• _Saved entries_:
- - - - -

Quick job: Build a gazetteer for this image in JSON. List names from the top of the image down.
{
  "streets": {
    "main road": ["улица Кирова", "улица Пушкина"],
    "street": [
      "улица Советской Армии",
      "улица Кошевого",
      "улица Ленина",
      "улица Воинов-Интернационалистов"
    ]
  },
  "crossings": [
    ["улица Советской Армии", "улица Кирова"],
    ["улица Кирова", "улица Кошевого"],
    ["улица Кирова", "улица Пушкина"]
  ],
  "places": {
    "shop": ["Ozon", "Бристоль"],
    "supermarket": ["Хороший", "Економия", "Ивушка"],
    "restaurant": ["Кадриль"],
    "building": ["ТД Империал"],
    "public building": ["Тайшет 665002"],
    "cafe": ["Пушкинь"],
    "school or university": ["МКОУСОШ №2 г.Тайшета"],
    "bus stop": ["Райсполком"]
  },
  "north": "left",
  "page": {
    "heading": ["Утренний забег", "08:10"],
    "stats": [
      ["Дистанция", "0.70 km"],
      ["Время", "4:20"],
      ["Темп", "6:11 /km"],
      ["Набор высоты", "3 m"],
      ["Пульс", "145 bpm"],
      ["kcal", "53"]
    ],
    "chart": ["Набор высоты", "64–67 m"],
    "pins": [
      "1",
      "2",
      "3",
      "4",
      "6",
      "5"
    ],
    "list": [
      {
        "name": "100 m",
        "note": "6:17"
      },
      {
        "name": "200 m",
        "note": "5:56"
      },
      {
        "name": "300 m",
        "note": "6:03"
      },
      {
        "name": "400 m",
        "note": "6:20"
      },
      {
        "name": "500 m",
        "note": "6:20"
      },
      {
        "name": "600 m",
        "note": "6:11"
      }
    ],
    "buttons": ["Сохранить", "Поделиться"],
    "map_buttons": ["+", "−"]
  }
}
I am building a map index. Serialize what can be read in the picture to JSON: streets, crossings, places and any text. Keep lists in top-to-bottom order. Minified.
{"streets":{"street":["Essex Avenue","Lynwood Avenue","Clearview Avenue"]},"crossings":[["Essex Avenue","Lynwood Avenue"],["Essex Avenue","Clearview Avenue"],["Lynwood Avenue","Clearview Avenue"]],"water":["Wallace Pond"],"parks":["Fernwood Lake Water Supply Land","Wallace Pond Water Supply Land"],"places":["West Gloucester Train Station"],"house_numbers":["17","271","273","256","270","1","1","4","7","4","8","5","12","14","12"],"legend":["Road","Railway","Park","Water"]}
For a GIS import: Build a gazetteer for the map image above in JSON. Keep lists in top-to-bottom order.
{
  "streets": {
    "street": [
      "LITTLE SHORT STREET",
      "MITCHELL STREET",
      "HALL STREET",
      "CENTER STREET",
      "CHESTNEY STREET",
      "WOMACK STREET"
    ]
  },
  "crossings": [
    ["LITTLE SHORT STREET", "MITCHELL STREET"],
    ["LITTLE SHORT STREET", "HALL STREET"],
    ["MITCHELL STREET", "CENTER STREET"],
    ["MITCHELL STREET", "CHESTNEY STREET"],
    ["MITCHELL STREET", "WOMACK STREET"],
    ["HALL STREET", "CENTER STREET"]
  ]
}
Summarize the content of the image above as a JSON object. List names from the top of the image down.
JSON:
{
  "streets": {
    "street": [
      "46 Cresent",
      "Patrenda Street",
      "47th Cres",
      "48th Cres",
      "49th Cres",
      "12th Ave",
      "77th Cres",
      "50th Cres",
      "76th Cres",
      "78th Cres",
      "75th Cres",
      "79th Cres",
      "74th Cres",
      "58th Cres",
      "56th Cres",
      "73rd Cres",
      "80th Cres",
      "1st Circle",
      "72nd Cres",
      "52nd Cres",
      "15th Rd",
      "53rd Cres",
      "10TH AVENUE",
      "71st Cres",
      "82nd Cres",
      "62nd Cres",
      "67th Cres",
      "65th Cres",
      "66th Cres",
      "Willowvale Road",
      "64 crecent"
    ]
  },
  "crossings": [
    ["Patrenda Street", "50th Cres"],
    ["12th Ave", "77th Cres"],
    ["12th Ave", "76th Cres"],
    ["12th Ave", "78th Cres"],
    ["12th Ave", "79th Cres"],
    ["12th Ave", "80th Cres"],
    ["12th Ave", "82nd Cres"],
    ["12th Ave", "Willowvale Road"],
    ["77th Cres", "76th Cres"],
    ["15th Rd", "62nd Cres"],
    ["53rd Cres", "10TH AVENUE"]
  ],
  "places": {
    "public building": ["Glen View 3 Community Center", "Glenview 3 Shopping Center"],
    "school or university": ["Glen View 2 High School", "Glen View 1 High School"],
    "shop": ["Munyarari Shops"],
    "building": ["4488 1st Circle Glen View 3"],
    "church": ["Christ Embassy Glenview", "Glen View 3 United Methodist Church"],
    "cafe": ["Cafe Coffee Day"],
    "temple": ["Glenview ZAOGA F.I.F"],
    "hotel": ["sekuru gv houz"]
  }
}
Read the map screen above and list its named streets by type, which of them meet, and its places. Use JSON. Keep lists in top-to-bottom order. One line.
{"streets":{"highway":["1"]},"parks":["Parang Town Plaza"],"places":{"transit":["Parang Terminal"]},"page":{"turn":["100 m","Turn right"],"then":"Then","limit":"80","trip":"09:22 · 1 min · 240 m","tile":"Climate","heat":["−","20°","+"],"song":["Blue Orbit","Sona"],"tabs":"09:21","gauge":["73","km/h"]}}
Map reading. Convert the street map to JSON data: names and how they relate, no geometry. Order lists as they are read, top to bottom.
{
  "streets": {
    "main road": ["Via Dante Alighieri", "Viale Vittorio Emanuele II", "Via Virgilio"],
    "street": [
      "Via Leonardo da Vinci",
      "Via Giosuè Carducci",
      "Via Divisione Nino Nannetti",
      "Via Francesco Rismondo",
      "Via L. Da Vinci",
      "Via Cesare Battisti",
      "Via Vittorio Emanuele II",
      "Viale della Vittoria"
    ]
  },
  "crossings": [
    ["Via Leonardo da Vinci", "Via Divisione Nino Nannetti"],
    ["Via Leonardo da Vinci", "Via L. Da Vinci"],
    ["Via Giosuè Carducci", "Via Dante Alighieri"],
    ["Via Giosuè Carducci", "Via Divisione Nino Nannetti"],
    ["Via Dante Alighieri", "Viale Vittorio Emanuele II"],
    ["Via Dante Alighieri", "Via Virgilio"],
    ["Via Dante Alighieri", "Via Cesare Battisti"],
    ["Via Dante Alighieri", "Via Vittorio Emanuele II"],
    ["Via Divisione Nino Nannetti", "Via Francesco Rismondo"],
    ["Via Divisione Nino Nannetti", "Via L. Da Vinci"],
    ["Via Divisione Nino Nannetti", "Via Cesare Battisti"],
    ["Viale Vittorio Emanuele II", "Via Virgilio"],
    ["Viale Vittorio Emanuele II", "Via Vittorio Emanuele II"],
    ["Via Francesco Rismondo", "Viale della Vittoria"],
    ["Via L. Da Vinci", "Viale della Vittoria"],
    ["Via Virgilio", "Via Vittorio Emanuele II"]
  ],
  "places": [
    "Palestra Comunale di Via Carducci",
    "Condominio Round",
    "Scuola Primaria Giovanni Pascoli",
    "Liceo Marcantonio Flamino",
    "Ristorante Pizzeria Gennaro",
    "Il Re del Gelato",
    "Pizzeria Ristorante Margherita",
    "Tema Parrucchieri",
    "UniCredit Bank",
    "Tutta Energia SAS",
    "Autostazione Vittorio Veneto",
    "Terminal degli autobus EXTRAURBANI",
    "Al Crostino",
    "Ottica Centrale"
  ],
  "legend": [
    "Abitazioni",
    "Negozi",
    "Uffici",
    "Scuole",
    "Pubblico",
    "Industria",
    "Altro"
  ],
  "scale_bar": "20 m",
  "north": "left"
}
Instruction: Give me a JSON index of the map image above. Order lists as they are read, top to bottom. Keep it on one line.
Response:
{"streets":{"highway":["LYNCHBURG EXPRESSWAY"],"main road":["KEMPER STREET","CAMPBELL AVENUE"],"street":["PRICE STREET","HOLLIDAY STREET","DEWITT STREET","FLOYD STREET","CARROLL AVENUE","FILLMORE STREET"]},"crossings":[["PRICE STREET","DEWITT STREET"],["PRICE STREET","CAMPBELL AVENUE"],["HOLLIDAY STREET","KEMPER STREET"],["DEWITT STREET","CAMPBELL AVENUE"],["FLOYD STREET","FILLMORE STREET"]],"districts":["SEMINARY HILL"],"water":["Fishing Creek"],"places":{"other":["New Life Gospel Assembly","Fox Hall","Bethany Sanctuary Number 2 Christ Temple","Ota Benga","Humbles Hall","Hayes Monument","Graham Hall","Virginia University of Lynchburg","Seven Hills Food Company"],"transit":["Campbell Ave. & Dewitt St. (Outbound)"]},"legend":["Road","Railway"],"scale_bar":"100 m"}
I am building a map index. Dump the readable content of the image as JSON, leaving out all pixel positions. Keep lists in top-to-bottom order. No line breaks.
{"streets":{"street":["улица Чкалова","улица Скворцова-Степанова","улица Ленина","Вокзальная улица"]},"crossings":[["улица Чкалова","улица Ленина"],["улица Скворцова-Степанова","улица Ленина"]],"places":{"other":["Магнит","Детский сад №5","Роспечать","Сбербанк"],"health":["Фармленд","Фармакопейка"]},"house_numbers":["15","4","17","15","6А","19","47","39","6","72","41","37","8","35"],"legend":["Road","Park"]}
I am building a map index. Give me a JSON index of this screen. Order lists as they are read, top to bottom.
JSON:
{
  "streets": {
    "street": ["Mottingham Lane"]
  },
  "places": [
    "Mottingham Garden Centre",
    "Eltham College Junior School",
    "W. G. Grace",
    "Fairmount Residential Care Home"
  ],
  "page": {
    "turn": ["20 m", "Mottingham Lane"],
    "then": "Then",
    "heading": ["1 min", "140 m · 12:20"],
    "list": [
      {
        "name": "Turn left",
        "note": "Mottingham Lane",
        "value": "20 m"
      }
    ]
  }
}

- - - - -

• _THE TASK_: Copy all the lines above that hold the string "Circle".

• _SOLUTION FOR THIS TASK_:
      "1st Circle",
    "building": ["4488 1st Circle Glen View 3"],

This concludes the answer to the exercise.